Using the second law to "forbid" reversals is circular because this very same result is used to "prove" the second law in the first place.
A: Lorschmidt reversal was an attack on naive Boltzmann ideas, based on a truncation of the full evolution to the Boltzmann equation. The Boltzmann equation is irreversible, it doesn't work backwards, and Lorschmidt is simply pointing out that it can't be right, because if you do a reversal, the Boltzmann equation must reverse in time, and it doesn't work backwards.

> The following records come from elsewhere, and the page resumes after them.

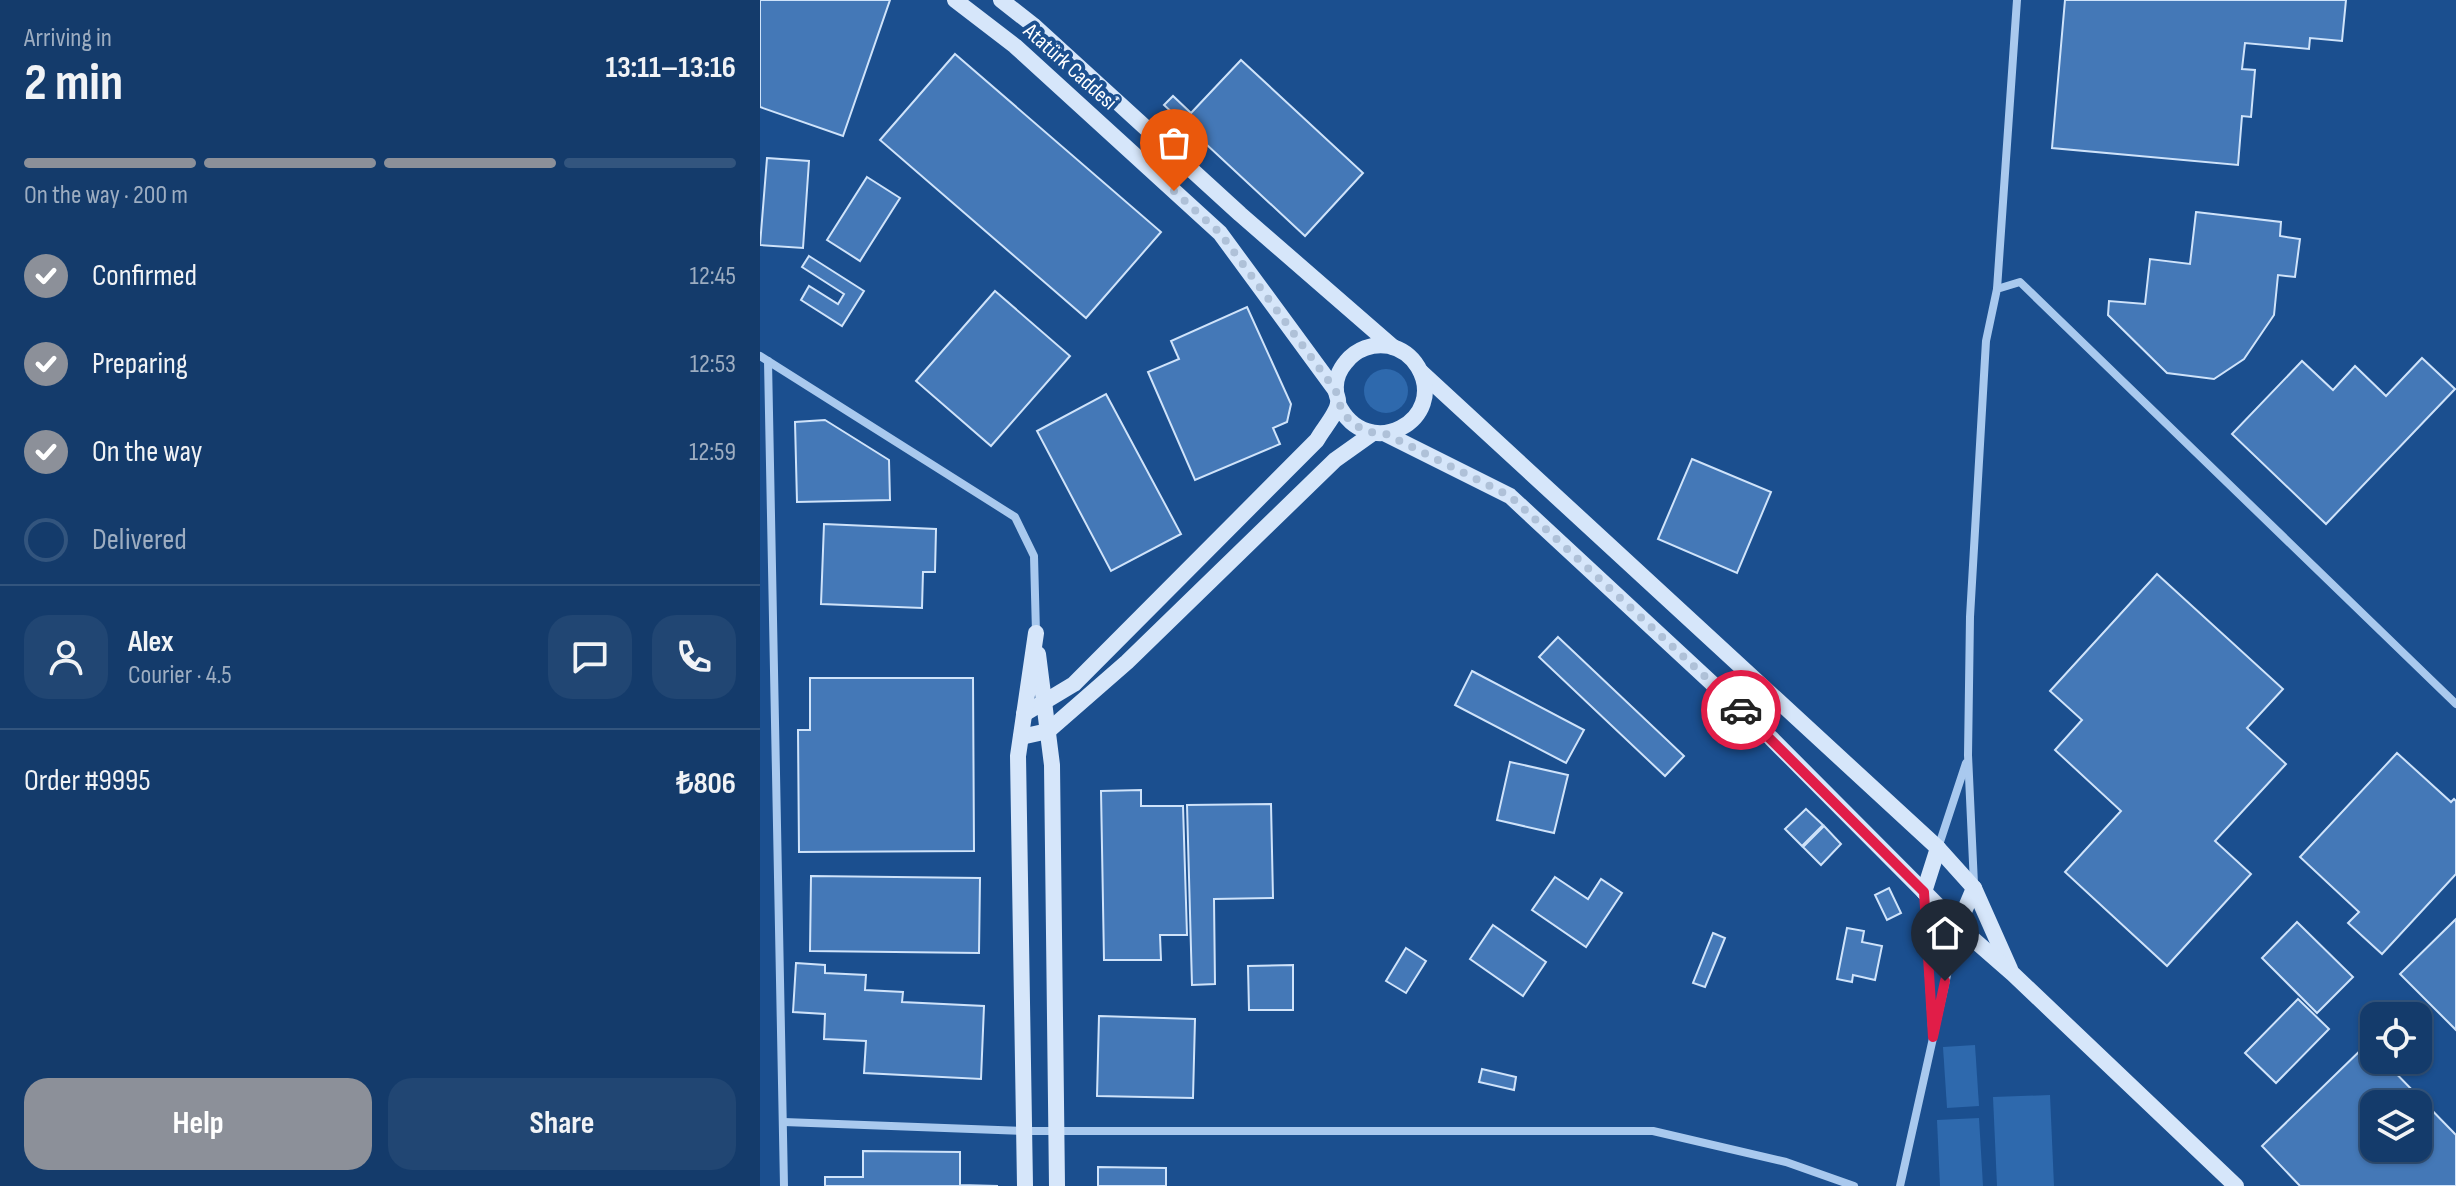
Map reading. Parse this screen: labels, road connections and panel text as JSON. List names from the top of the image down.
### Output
{
  "streets": {
    "street": ["Atatürk Caddesi"]
  },
  "page": {
    "heading": ["2 min", "Arriving in", "13:11–13:16"],
    "panel": [
      "Alex",
      "Courier · 4.5",
      "Order #9995",
      "₺806"
    ],
    "bar": "On the way · 200 m",
    "list": [
      ["Confirmed", "12:45"],
      ["Preparing", "12:53"],
      ["On the way", "12:59"],
      "Delivered"
    ],
    "buttons": ["Help", "Share"]
  }
}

The reversal itself is not a problem for modern ideas--- you could probably actually do it. In modern ideas, the Boltzmann truncation is unnecessary, the entropy is directly defined on the unknown position of the state in phase space. So the entropy gain is only a measure of the loss of information. If you have a machine which can reverse the atoms' motion to approximately restore the original state, this means, by definition, that the information in the original state has not been lost yet, so the entropy has not gone up until the reversal no longer works.
There is no reason you can't build an (approximate) reverser, but it won't work perfectly. To make a perfect reverser would require infinite precision classically, it would require perfect knowledge of the particles (hence the reason you have a small entropy--- you know where everything is). Quantum mechanically, you would need to reverse outgoing photons, and do hopeless things.

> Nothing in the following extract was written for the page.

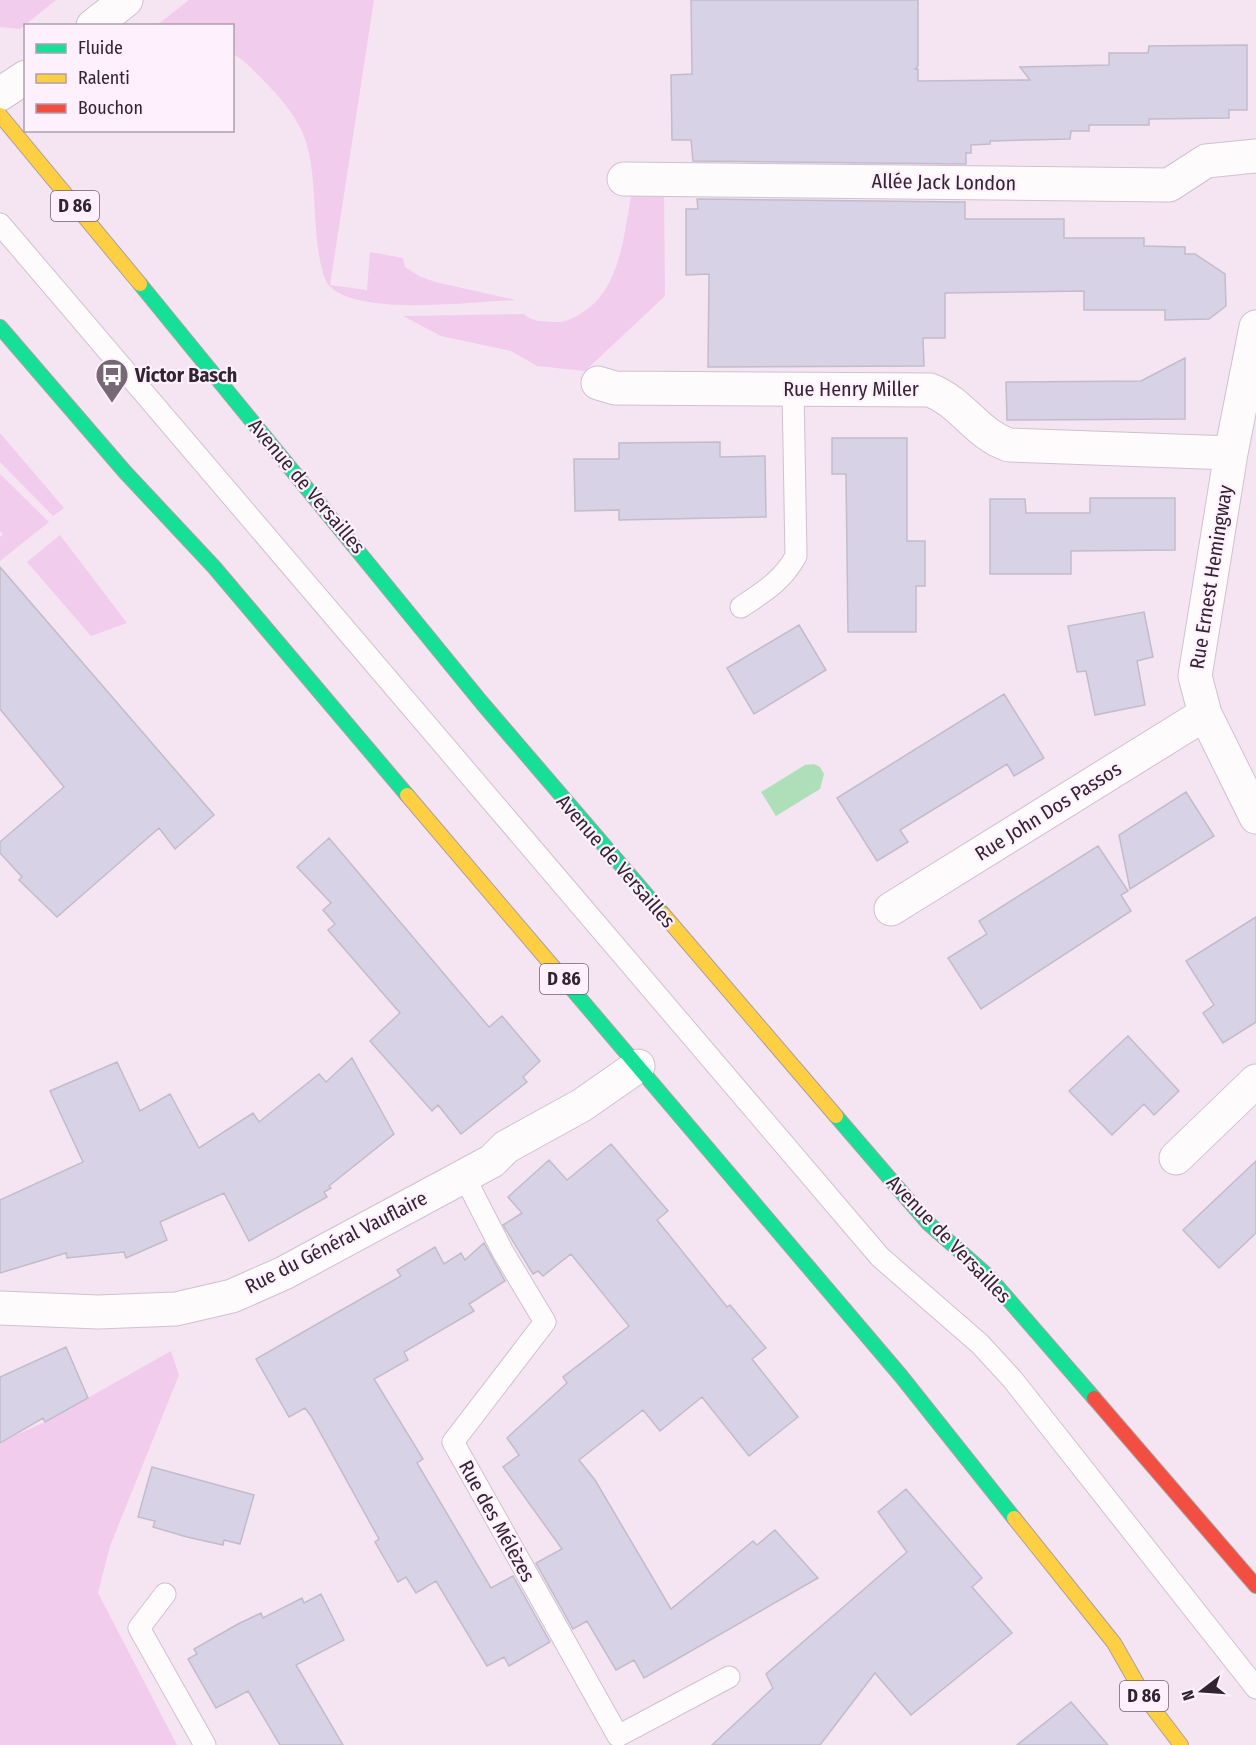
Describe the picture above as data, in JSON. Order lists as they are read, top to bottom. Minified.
{"streets":{"main road":["D 86","Avenue de Versailles"],"street":["Allée Jack London","Rue Henry Miller","Rue Ernest Hemingway","Rue John Dos Passos","Rue du Général Vauflaire"],"lane":["Rue des Mélèzes"]},"crossings":[["D 86","Rue du Général Vauflaire"],["Rue Henry Miller","Rue Ernest Hemingway"],["Rue Ernest Hemingway","Rue John Dos Passos"],["Rue du Général Vauflaire","Rue des Mélèzes"]],"places":{"bus stop":["Victor Basch"]},"legend":["Fluide","Ralenti","Bouchon"],"north":"left"}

The proof that you can't do Loschmidt reversal for a generic system is simply that it would reduces the entropy. Approximate reversals are fine, and the spin echo is an example.
A: Rather more hand waving than a "proof", but...
Note that in quantum mechanics the meaning of time reversal symmetry is subtly different then it is classically{*} and they system can not be expected to retrace it's history in reverse.
Add to this any degree of sensitive dependence on initial conditions (which is certainly possible in classical systems), and you can magnify quantum effects to macroscopic differences even in systems that appear to be fully amenable to classical description.

{*} The cross-section for the time-reversed reaction is the same as for the forward reaction in all cases{+}, but you can't pass "backward" through the "collapse" of the wave function (however you understand the selection of eigenstates to proceed).
{+} Well, for the CPT-reversed reaction, anyway.
A: The Loschmidt paradox is valid only in bounded systems with finitely many degrees of freedom, as the proof of Poincare recurrence fails in an unbounded domain, or if the number of degrees of freedom is infinite. 
As the true degrees of freedom are those of fields (though actually quantum fields), hence infinitely many, there is no Loschmidt paradox.
Actual reversal can be done experimentally ony for systems with a tiny number of degrees of freedom, typically just one.